- _What you have to do_
Set down all of the entries below exactly, and omit the pictures.

-- Records shown follows --

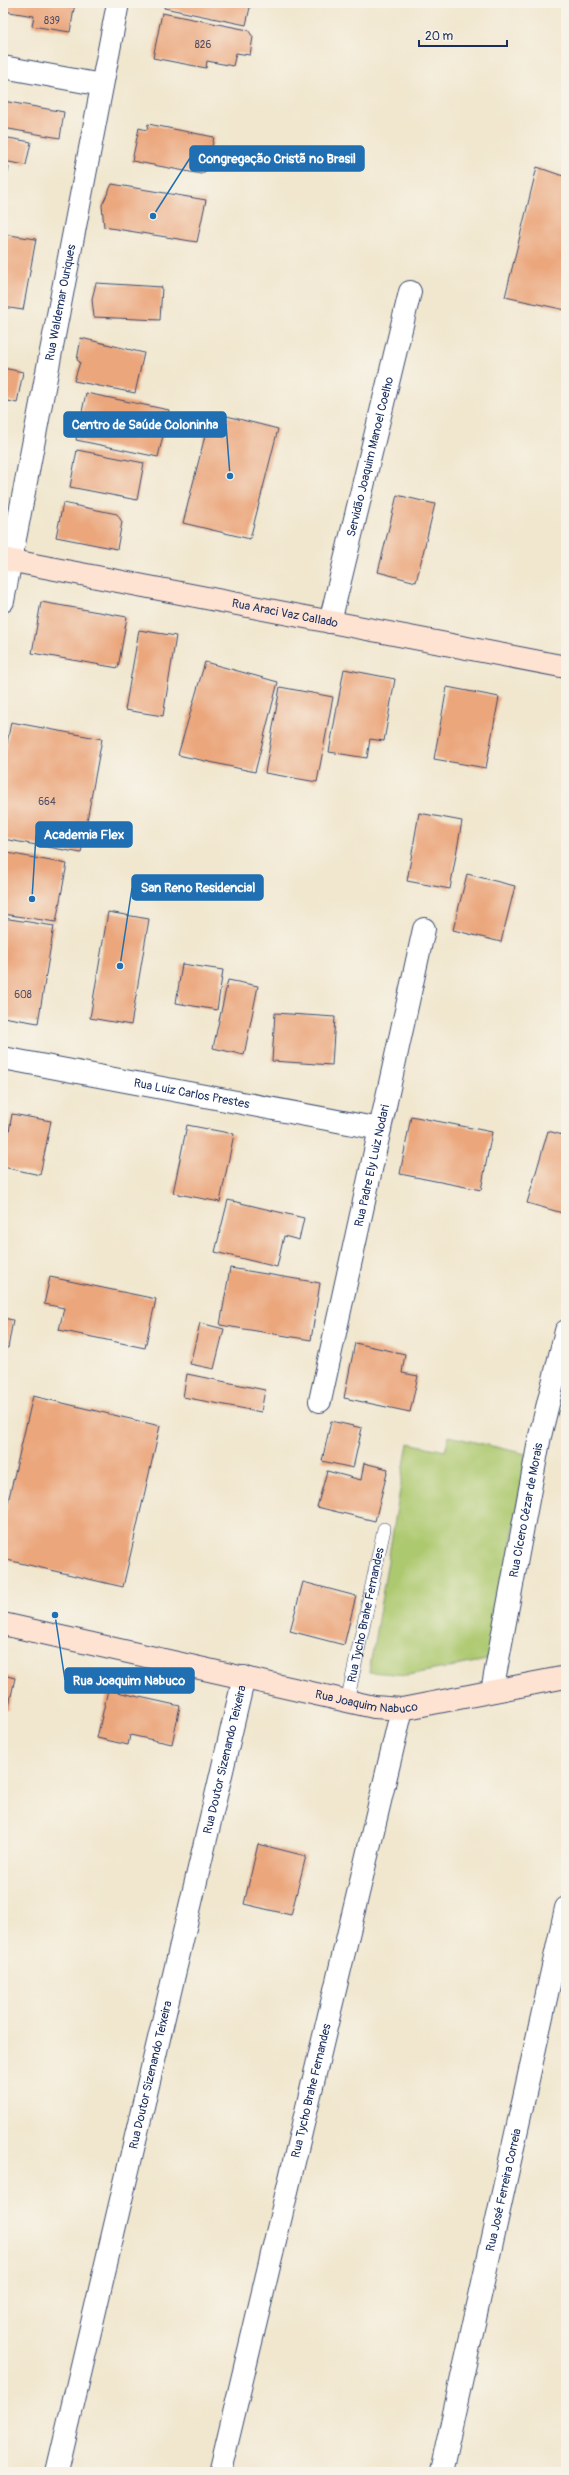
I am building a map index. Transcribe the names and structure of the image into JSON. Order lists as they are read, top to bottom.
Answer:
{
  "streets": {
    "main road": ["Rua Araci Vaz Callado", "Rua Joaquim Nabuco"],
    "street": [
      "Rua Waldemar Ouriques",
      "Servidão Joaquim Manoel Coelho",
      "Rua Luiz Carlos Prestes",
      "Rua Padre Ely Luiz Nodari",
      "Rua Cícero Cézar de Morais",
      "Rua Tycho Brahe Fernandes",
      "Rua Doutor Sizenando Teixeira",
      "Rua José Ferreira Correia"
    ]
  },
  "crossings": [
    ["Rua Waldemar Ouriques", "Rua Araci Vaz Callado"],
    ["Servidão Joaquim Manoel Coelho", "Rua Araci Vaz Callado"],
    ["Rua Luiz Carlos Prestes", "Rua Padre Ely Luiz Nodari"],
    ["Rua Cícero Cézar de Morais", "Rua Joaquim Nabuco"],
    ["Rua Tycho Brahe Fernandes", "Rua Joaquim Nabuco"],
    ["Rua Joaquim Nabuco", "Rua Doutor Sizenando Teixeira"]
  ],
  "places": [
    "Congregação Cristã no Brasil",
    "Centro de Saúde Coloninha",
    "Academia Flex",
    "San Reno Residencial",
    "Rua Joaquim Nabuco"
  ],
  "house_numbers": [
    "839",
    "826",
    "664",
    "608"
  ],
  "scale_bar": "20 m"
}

-- Records shown concluded --

- _Result of the task_
I am building a map index. Transcribe the names and structure of the image into JSON. Order lists as they are read, top to bottom.
Answer:
{
  "streets": {
    "main road": ["Rua Araci Vaz Callado", "Rua Joaquim Nabuco"],
    "street": [
      "Rua Waldemar Ouriques",
      "Servidão Joaquim Manoel Coelho",
      "Rua Luiz Carlos Prestes",
      "Rua Padre Ely Luiz Nodari",
      "Rua Cícero Cézar de Morais",
      "Rua Tycho Brahe Fernandes",
      "Rua Doutor Sizenando Teixeira",
      "Rua José Ferreira Correia"
    ]
  },
  "crossings": [
    ["Rua Waldemar Ouriques", "Rua Araci Vaz Callado"],
    ["Servidão Joaquim Manoel Coelho", "Rua Araci Vaz Callado"],
    ["Rua Luiz Carlos Prestes", "Rua Padre Ely Luiz Nodari"],
    ["Rua Cícero Cézar de Morais", "Rua Joaquim Nabuco"],
    ["Rua Tycho Brahe Fernandes", "Rua Joaquim Nabuco"],
    ["Rua Joaquim Nabuco", "Rua Doutor Sizenando Teixeira"]
  ],
  "places": [
    "Congregação Cristã no Brasil",
    "Centro de Saúde Coloninha",
    "Academia Flex",
    "San Reno Residencial",
    "Rua Joaquim Nabuco"
  ],
  "house_numbers": [
    "839",
    "826",
    "664",
    "608"
  ],
  "scale_bar": "20 m"
}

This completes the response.